Instagram app on smartphone
Instagram discovered to be the “most invasive app” in a new study. Photo by energepic.com from Pexels

A new study from cloud storage firm pCloud shows that Instagram is the “most invasive app.” The group analyzed newly-introduced App Privacy labels on apps in the Apple App Store.

 

The study shows Instagram collects 79% of personal data and shares it with third parties. This includes contacts, location, financial information, and search history.

 

“Any information you agree to be gathered by an app when signing up can be analyzed for their benefit and even shared. Everything from your browsing history to your location, your banking details, your contact details, and your fitness levels can be valuable for apps to store, use, or sell on,” wrote Ivan Dimitrov, a digital manager with pCloud.

 

Facebook, Instagram’s parent company, was the second-worst offender. Facebook was found to give away 57% of user data to third parties. This includes companies associated with Facebook.

 

Food delivery apps, including Deliveroo and Uber Eats, didn’t score too well either.
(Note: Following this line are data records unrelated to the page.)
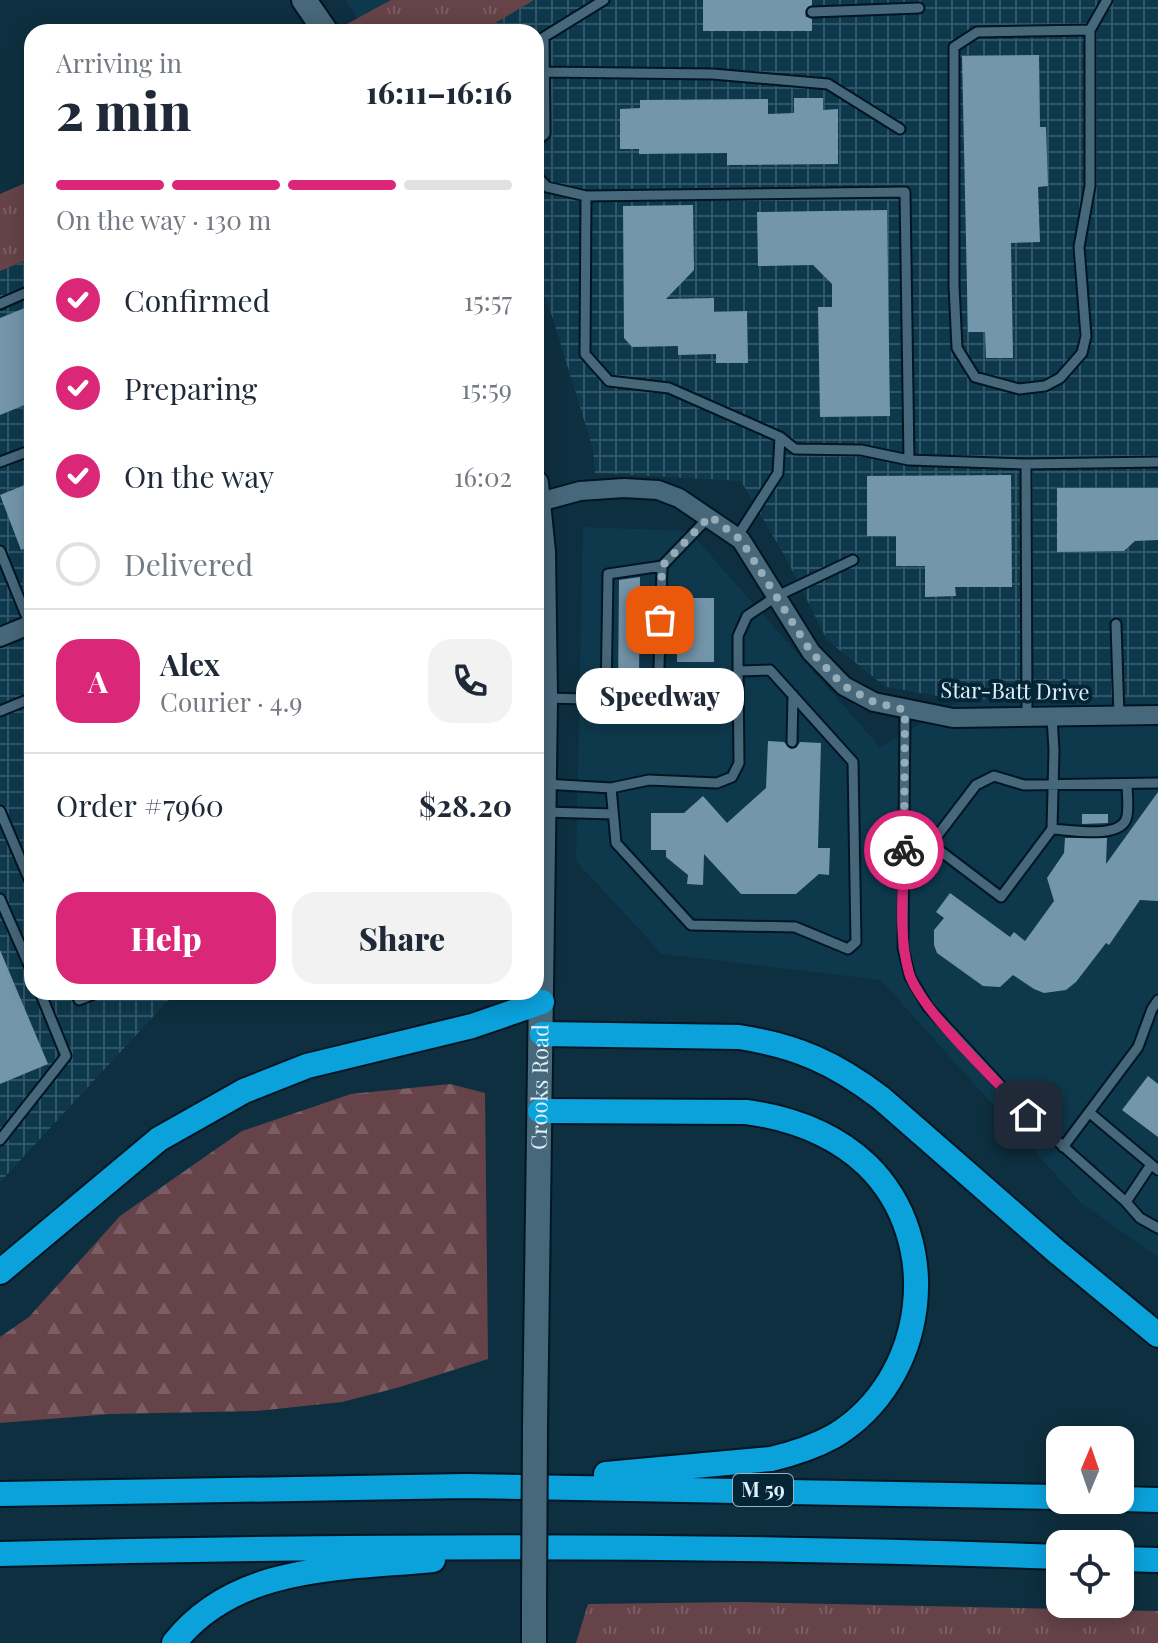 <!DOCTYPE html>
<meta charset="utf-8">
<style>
:root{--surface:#fff;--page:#f2f2f3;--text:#1f2937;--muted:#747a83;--line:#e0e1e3;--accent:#db2777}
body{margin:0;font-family:"Playfair Display",serif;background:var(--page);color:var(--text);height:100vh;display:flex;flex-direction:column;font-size:30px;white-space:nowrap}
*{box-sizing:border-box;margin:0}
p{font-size:26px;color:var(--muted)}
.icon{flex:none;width:44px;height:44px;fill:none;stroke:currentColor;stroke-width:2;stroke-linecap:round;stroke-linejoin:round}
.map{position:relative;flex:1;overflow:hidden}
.details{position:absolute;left:24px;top:24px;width:520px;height:976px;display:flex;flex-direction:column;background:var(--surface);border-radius:24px;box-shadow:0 4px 20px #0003}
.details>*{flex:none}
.needle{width:52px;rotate:2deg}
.tools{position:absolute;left:1046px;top:1426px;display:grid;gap:16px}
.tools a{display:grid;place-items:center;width:88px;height:88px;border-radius:16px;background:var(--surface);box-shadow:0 4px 20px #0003;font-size:40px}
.pin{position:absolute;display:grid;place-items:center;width:68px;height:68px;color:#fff;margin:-34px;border-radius:16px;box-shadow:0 4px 12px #0006}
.courier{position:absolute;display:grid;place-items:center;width:80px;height:80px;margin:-40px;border:6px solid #db2777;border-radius:50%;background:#fff;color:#222;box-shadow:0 2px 10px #0007}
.bubble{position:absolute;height:56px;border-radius:24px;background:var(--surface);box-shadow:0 4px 20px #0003;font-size:26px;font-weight:800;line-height:56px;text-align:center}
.head em{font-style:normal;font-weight:800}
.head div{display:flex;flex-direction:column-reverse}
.head{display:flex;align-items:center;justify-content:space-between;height:136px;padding:0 32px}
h1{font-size:52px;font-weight:800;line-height:60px}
.bar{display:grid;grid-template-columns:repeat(4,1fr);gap:12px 8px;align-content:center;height:96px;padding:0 32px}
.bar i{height:10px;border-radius:6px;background:var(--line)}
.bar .on{background:var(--accent)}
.bar p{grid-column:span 4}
.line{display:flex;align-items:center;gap:20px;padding:0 32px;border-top:2px solid var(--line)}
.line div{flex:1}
.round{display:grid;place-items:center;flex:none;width:84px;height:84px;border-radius:24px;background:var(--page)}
ol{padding:0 32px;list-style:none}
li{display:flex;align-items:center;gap:24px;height:88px}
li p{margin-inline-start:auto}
li .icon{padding:8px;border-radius:50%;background:var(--accent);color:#fff;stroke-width:4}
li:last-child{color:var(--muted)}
li i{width:44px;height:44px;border:4px solid var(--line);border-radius:50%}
.cta{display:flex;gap:16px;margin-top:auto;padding:16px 32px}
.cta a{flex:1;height:92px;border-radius:24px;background:var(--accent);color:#fff;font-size:32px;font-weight:800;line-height:92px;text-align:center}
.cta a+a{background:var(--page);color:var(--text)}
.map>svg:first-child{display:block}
.built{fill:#0e394d}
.industrial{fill:url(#industrial-grid)}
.grass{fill:url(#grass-tufts)}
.forest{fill:url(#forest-firs)}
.building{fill:#7496aa}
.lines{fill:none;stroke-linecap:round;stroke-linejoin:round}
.lane-casing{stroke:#011622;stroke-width:13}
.street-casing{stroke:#011622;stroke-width:22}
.secondary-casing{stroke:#011622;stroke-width:28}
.highway-casing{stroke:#011622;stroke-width:28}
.lane{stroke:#47677a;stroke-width:9}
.street{stroke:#47677a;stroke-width:18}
.secondary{stroke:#47677a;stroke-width:24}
.highway{stroke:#0ba2dc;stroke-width:24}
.secondary-bridge-casing{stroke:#011622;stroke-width:28;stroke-linecap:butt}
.secondary-bridge{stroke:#47677a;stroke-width:24}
.done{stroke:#95acb9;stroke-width:8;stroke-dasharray:0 14.4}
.route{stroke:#db2777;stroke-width:10}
.labels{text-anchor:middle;stroke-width:8;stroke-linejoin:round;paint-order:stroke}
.shield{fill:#032535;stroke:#9cb2bf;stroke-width:2}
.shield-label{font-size:20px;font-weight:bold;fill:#ddeffa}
.street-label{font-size:22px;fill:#ddeffa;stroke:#032535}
</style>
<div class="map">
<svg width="1158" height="1643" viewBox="0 0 1158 1643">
<defs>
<pattern id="industrial-grid" width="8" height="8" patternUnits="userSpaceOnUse" patternTransform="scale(2)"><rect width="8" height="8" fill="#0e394d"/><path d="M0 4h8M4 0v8" fill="none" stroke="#315668"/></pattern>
<pattern id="grass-tufts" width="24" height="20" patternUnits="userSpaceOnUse" patternTransform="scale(2)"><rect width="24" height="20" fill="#654349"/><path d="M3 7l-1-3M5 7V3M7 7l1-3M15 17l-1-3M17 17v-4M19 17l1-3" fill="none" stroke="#7b5e64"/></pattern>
<pattern id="forest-firs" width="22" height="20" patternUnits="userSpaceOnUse" patternTransform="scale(2)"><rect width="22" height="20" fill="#654349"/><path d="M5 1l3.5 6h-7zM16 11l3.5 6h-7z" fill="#7b5e64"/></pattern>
</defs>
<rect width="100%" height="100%" fill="#0e2f3f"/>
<path class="built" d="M346 0H392L358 20Z
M583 527 689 531 880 747 961 700 1158 697V1257L1081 1203 881 980 662 954 576 861Z"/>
<path class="industrial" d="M534 0H1158V697L961 700 886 687 827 640 787 560 741 481 595 473 593 449 552 316 536 276V32H479Z
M32 258V992H176L0 1182V271Z"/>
<path class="grass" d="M391 0H534L480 32H332Z
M32 180V258L0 271V194Z
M741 1602 1158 1611V1643H576L588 1604Z"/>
<path class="forest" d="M450 1084 485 1093 488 1359 400 1387 342 1402 257 1411 111 1414 0 1423V1337L29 1317 120 1216 242 1131 351 1094Z"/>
<path class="building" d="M703 0H812V5L805 12 806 17 812 19V31H703Z
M1039 55 1040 127H1046L1048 186 1038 187 1040 242 1011 243 1013 358H986L985 332H968L962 56Z
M794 98H823V110L838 109V164L727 165V153L639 154V149H620V109L640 108V100L768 99V114L794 113Z
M693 205 694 270 666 299 714 298V312L747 311 748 363H716V354L678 355V346L632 347 624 338 623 206Z
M887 210 890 416 820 417 818 307H832V284L813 265 758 266 757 212Z
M32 305V402L0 415V318Z
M1011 475 1012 587H955L956 596 925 597V566H896V536H867V476Z
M32 482V546L21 550 0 495Z
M1057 488H1158V540L1135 541 1124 551 1057 552Z
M640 577 639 682 618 689 619 580Z
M677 598H714V662H677Z
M768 741 784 742 791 749 796 748 800 742 821 743 818 848H830L829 875 819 874 796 894H741L704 854 703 885 687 884 688 875 666 857V850H651V813H684L703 796 727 823 766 788Z
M1158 792V901L1140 900 1109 945 1106 943 1076 982 1066 990 1044 993 1034 989 1013 975 1000 987 983 986 937 953 934 945V930L944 918 936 912 950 893 1010 937 1014 932 1025 941 1054 901 1047 878 1064 853 1065 838H1107L1106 864Z
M1082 814H1108V823L1082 824Z
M0 950 48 1064 0 1084Z
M1148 1076 1158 1084V1137L1122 1110Z"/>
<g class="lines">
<defs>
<path id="lane" d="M812 12 919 8
M1090 30V186L1079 247 1086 336 1082 353 1060 378 1045 386 1019 389 975 377 957 348 954 286V47L977 32 1090 30 1107 0
M544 72 713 74 828 84 900 129
M536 141 545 134 544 37 604 0
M536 175 547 187 586 196
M0 304 32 290
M780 437 795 449 861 450 909 460
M0 462 32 450
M1026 464 1027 717
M737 537 778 473 780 437 669 388 609 381 585 354 586 196 905 192 909 460 1026 464 1158 462
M0 551 30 625
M1116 624 1119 716
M548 698 658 701 662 566 709 517
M606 700 608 574 662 566
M905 710 904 835 931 844 1001 897 1052 829 1054 750 1052 717
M0 711 32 698
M792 742 793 695
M545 784 611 788 616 843 691 925 795 927 848 949 856 942 853 762 770 670 738 671V636L747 616 777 596 853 560
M611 788 649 780 717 783 732 777 739 763 738 671
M0 811 26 872 32 870
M545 812 613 814
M1052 829C1071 830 1123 840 1127 816 1129 806 1127 794 1127 784
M904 835 903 948 910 977 928 1007 1028 1115 1126 1202 1140 1218 1158 1228
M931 844 976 785 994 776 1024 785 1158 783
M26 872 32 886
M0 899 32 972
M76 992 79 1000 99 992
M1090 1113 1158 1170
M0 1140 66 1056 40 992
M1063 1147 1138 1047 1152 1009 1158 1000
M1126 1202 1150 1166"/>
<path id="street" d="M536 503 580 491 624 488 658 490 679 498 741 540 811 652 844 686 874 702 953 718 1158 715
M0 637 32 624"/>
<g id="secondary">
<path d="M304 0 326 32"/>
<path id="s1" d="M535 1427 545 698 543 552 536 483"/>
<path d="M534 1606V1643"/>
</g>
<path id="highway" d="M542 1034 739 1037C797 1046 835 1063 881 1098L1056 1251 1158 1335
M540 1111 746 1112C791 1118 833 1133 867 1165 945 1241 927 1380 834 1436 814 1447 792 1454 771 1459L606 1474
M0 1272 159 1139 244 1091 307 1066 472 1026 542 1002
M0 1494 465 1486 1060 1497
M1120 1499 1158 1500
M0 1554C354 1545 707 1544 1060 1557
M1120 1559 1158 1560
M174 1643C236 1564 341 1569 433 1560"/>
</defs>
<use href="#lane" class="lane-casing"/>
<use href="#street" class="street-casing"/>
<use href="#secondary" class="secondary-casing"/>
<use href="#highway" class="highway-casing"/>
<use href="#lane" class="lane"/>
<use href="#street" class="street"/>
<use href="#secondary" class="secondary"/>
<use href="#highway" class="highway"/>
<defs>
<path id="secondary-bridge" d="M534 1606 535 1427"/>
</defs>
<use href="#secondary-bridge" class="secondary-bridge-casing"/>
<use href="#secondary-bridge" class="secondary-bridge"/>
</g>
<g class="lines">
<path class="done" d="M660 620 662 566 710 516 741 540 811 652 844 686 874 702 905 710 904 850"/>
<path class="route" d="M904 850C903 890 898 934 909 973 920 1010 1000 1084 1028 1115"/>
</g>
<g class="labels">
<rect class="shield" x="733" y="1474" width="60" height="32" rx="6"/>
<g class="shield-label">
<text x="763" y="1497">M 59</text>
</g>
<g class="street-label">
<text transform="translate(1015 691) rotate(1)" y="8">Star-Batt Drive</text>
<text dy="8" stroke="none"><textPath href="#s1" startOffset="340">Crooks Road</textPath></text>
</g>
</g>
</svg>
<div class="tools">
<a><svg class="needle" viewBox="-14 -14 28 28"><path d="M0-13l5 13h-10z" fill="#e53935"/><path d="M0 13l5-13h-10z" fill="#747a83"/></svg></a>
<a><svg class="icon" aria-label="locate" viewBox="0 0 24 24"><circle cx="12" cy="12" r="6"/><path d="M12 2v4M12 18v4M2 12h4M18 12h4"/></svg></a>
</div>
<div class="pin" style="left:660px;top:620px;background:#ea580c"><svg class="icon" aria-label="bag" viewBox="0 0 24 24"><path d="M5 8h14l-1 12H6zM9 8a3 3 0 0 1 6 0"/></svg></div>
<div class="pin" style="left:1028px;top:1115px;background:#1f2937"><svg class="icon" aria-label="home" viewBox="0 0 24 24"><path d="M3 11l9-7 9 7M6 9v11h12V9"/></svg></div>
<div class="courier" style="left:904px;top:850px"><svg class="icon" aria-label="bike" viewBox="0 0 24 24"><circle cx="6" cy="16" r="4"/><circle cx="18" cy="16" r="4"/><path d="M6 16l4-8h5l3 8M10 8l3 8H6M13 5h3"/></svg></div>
<div class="bubble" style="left:576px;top:668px;width:168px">Speedway</div>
<section class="details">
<div class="head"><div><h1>2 min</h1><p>Arriving in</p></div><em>16:11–16:16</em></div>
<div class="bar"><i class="on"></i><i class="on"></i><i class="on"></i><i></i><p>On the way · 130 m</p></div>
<ol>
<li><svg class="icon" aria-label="check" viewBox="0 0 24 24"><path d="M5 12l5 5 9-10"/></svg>Confirmed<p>15:57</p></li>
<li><svg class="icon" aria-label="check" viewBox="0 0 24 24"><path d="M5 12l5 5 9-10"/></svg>Preparing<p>15:59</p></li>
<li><svg class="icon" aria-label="check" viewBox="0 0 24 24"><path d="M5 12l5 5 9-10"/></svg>On the way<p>16:02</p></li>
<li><i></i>Delivered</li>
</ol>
<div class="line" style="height:144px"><b class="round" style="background:var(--accent);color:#fff">A</b><div><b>Alex</b><p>Courier · 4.9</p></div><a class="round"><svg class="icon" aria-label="phone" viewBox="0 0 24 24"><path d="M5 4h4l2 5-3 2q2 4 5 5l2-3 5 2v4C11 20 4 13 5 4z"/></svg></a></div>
<div class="line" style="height:104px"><div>Order #7960</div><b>$28.20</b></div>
<div class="cta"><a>Help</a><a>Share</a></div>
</section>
</div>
Both apps were in the top ten of invasive apps. Other food apps did better, such as JustEat and My McDonald’s, which give away no user data.

 

The new privacy labels force tech companies to publicize how much they track users. Google has come under fire for delaying a similar feature with its store and admitting that it collects information from users, including locations, browsing history, financial information, and audio data.

 

Facebook said that the labels don’t provide the proper context for data collected when asked for comment.

 

“We’ve built transparency into our products and controls that help people manage their privacy,” said a spokesperson for Facebook.

“But the format of Apple’s labels, which this report relies heavily upon, is too broad and ignores how data is used in context. They don’t allow us to offer people specific information about the types of data we collect and where we collect it, which unfortunately leads to confusion.”